> _Work item_: Read through the material below and copy each line in which the word "symbols" occurs.
══ The input
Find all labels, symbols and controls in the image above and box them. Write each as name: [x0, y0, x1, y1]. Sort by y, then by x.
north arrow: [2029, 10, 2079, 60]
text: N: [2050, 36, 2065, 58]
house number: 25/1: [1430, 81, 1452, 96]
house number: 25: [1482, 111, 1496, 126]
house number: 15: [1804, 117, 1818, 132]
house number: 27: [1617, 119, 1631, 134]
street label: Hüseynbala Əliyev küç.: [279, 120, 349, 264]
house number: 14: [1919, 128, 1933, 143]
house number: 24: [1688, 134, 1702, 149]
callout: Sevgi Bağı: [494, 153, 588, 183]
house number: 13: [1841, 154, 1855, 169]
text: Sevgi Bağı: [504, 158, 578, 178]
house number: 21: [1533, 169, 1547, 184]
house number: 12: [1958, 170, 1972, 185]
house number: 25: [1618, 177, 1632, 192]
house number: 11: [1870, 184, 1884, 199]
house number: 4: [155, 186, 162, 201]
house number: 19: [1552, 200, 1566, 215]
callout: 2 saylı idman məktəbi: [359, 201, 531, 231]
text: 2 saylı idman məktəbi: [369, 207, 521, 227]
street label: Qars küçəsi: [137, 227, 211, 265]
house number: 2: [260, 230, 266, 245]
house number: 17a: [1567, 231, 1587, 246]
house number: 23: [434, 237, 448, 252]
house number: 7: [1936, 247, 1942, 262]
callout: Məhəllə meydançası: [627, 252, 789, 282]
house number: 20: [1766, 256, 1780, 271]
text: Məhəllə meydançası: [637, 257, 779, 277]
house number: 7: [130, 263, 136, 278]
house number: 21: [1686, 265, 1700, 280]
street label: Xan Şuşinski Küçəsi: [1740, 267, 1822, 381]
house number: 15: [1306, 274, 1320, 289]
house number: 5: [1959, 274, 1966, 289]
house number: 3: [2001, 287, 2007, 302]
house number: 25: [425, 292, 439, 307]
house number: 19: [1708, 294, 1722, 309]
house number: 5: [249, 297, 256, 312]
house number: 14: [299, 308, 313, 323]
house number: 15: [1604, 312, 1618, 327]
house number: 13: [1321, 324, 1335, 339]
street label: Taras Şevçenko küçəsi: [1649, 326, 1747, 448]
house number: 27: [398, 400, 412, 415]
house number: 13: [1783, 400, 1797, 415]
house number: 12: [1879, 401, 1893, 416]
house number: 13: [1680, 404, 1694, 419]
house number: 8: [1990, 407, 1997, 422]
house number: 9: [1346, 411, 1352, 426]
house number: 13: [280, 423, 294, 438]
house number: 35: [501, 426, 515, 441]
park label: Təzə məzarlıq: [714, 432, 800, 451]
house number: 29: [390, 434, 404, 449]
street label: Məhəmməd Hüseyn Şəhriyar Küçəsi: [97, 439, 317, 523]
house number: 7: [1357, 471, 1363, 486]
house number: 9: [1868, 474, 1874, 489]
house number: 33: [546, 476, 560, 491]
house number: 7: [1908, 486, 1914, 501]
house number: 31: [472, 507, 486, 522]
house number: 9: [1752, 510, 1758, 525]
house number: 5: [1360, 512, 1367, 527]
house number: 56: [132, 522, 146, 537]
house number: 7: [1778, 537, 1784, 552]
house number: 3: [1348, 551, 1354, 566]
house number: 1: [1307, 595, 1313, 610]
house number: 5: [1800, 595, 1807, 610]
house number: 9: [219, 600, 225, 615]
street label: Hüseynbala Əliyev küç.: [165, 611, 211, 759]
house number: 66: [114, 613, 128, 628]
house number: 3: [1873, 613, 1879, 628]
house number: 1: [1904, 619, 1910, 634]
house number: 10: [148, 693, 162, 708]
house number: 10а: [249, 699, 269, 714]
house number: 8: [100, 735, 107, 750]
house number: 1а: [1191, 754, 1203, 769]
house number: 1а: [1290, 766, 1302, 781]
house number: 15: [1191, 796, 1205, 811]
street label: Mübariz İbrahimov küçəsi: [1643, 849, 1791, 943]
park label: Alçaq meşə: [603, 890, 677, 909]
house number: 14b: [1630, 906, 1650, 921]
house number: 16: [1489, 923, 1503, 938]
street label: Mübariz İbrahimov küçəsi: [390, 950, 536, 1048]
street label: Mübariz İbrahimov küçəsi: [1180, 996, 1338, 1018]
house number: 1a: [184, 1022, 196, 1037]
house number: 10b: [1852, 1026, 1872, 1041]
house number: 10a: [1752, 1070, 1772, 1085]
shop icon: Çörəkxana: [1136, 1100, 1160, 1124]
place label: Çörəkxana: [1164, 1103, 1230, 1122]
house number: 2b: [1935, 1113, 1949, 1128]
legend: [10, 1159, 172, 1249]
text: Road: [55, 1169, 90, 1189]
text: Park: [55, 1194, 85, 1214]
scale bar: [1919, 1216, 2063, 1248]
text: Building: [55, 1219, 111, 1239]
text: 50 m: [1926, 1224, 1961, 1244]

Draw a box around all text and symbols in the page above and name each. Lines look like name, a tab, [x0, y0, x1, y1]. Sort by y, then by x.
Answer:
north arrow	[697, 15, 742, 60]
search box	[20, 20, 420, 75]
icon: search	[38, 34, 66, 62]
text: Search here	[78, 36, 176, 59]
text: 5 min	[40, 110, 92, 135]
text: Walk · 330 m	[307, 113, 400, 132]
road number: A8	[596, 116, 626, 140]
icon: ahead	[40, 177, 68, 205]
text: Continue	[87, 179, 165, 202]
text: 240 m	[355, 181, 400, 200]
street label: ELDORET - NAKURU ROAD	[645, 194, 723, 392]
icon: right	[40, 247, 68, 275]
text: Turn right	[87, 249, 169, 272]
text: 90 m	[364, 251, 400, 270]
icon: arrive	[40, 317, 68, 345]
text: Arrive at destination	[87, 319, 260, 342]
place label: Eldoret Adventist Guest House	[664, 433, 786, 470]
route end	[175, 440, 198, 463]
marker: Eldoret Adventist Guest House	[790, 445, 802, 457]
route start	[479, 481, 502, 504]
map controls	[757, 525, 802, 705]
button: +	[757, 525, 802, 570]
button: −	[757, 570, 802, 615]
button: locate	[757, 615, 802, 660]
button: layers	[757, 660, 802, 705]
════
> _Exercise solution_:
Find all labels, symbols and controls in the image above and box them. Write each as name: [x0, y0, x1, y1]. Sort by y, then by x.
Draw a box around all text and symbols in the page above and name each. Lines look like name, a tab, [x0, y0, x1, y1]. Sort by y, then by x.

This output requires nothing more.